:: WHAT THE EXERCISE ASKS ::
Give the entries below again, word for word, and leave out the images.
◇ ◇ ◇
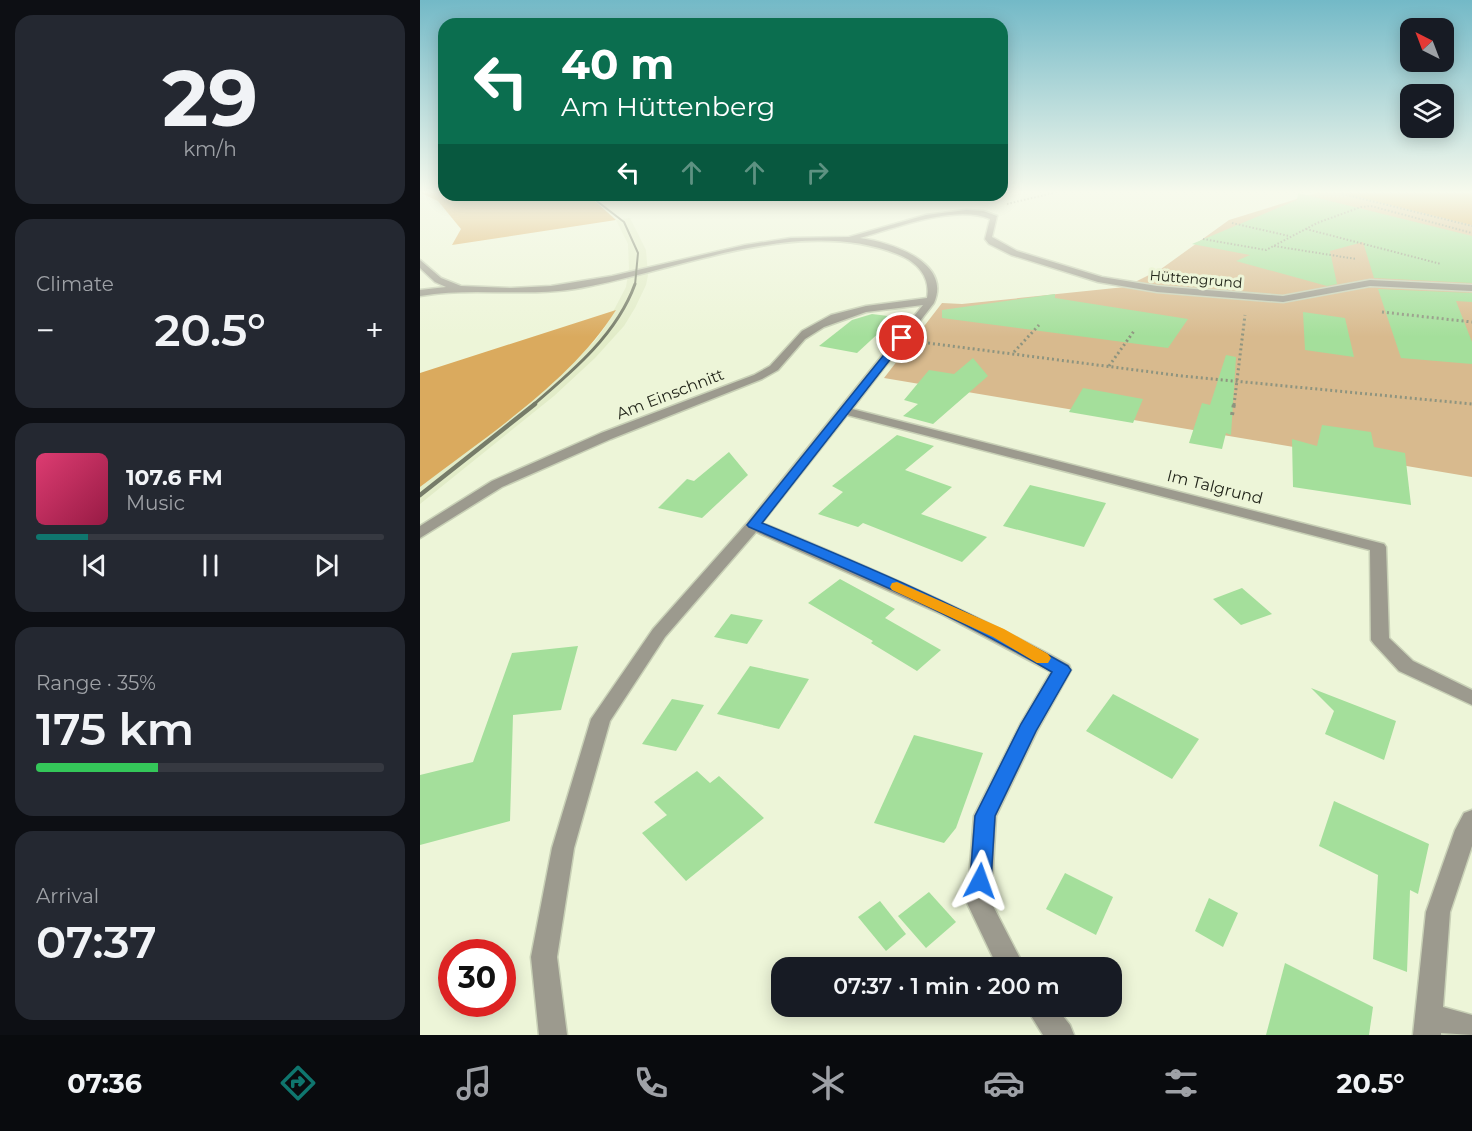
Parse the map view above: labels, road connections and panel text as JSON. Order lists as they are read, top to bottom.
{
  "streets": {
    "street": ["Hüttengrund", "Am Einschnitt", "Im Talgrund"]
  },
  "north": "top left",
  "page": {
    "tile": [
      ["29", "km/h"],
      "Climate",
      ["Range · 35%", "175 km"],
      ["Arrival", "07:37"]
    ],
    "turn": ["40 m", "Am Hüttenberg"],
    "heat": ["−", "20.5°", "+"],
    "song": ["107.6 FM", "Music"],
    "limit": "30",
    "trip": "07:37 · 1 min · 200 m",
    "tabs": ["07:36", "20.5°"]
  }
}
◇ ◇ ◇
:: ANSWER FOR THE TASK ::
Parse the map view above: labels, road connections and panel text as JSON. Order lists as they are read, top to bottom.
{
  "streets": {
    "street": ["Hüttengrund", "Am Einschnitt", "Im Talgrund"]
  },
  "north": "top left",
  "page": {
    "tile": [
      ["29", "km/h"],
      "Climate",
      ["Range · 35%", "175 km"],
      ["Arrival", "07:37"]
    ],
    "turn": ["40 m", "Am Hüttenberg"],
    "heat": ["−", "20.5°", "+"],
    "song": ["107.6 FM", "Music"],
    "limit": "30",
    "trip": "07:37 · 1 min · 200 m",
    "tabs": ["07:36", "20.5°"]
  }
}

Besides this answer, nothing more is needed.